From deskware to rugs, from honouring ancient Japanese craftsmaking to Victorian satire, here is the TList featuring our picks from the January 2018 edition of Maison&Objet.

SAIKA FIXTURE FOR THE KYOTO CONTEMPORARY PROJECT
Designer: Élise Fouin
The Kyoto Contemporary Project linked Parisian designers and Kyoto artisans, bringing together people like Élise Fouin and Yoshishige Tanaka, a master craftsman. The result was the Saika, a fixture made using the hyogu technique of sticking together several sheets of washi paper. Just like the kakejiku hangings that used the same process and adorned Japanese houses in the past, the subtle wrinkles in the paper of the Saika invite contemplation.

GEOMETRIC LAMP FOR PRECIOSA
Designer: Ekaterina Elizarova
Crystal Valley powerhouse Preciosa commissioned a lighting piece from Red Dot winner Ekaterina Elizarova. The Russian designer —the first of her fellow countrymen to work with the Czech brand— proposed the crisp Geometric piece. “I wanted to design something really pure in shape, because crystal glass is like a diamond,” she explained. “To show the beauty of a diamond you don’t need to have much decoration: just a very simple, clear and stylish frame.

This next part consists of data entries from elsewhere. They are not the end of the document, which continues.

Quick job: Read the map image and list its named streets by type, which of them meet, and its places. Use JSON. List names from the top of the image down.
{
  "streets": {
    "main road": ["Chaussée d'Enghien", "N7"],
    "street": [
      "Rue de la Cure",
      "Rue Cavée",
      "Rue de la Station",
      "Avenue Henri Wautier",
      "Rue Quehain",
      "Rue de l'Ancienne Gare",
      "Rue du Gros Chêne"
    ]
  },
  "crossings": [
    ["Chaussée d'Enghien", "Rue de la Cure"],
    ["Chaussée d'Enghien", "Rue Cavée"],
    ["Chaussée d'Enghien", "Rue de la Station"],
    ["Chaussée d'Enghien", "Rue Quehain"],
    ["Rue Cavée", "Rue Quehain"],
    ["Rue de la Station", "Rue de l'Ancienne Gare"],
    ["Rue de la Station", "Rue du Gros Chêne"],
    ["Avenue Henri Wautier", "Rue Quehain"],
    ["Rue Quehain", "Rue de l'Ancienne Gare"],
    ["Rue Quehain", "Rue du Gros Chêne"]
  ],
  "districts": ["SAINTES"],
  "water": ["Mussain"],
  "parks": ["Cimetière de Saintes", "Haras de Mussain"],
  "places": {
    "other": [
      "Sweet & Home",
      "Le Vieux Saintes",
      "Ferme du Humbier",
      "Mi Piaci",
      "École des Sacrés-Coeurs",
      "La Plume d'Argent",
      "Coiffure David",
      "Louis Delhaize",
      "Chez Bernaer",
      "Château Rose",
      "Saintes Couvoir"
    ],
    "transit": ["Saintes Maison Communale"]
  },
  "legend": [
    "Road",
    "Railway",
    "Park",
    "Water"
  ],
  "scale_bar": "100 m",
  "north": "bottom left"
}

Because of this, you can have different combinations of the Geometric lamp, and that is why it is unique.”

MOONLIGHT FOR STEPEVI
Designer: Juan Montoya
Just like at the Oscars, Moonlight is a winner here: Colombian architect Juan Montoya thought of the moon hitting the countryside for the complex cosmic patterns of Stepevi’s new rug collection. The four designs are made of wool, high-quality viscose and the stuff of children’s bedtime stories —and they are, as Montoya puts it, “an attempt to translate the significance of the universe in an everyday life.”

BERET COLLECTION FOR NUDE
Designer: Sebastian Herkner

Did you read those 2018 fashion forecasts that announced berets as the next big hat trend? For those of us who can’t bear the thought of putting it on our heads, Sebastian Herkner gives us the option of putting it on our tables —and we’re very happy with the results. The German designer got his inspiration from the felt hat to come up with silky-looking brass lids over tinted glass containers for Turkish brand Nude. Thank you, Nude; sorry, Gosha Rubchinskiy.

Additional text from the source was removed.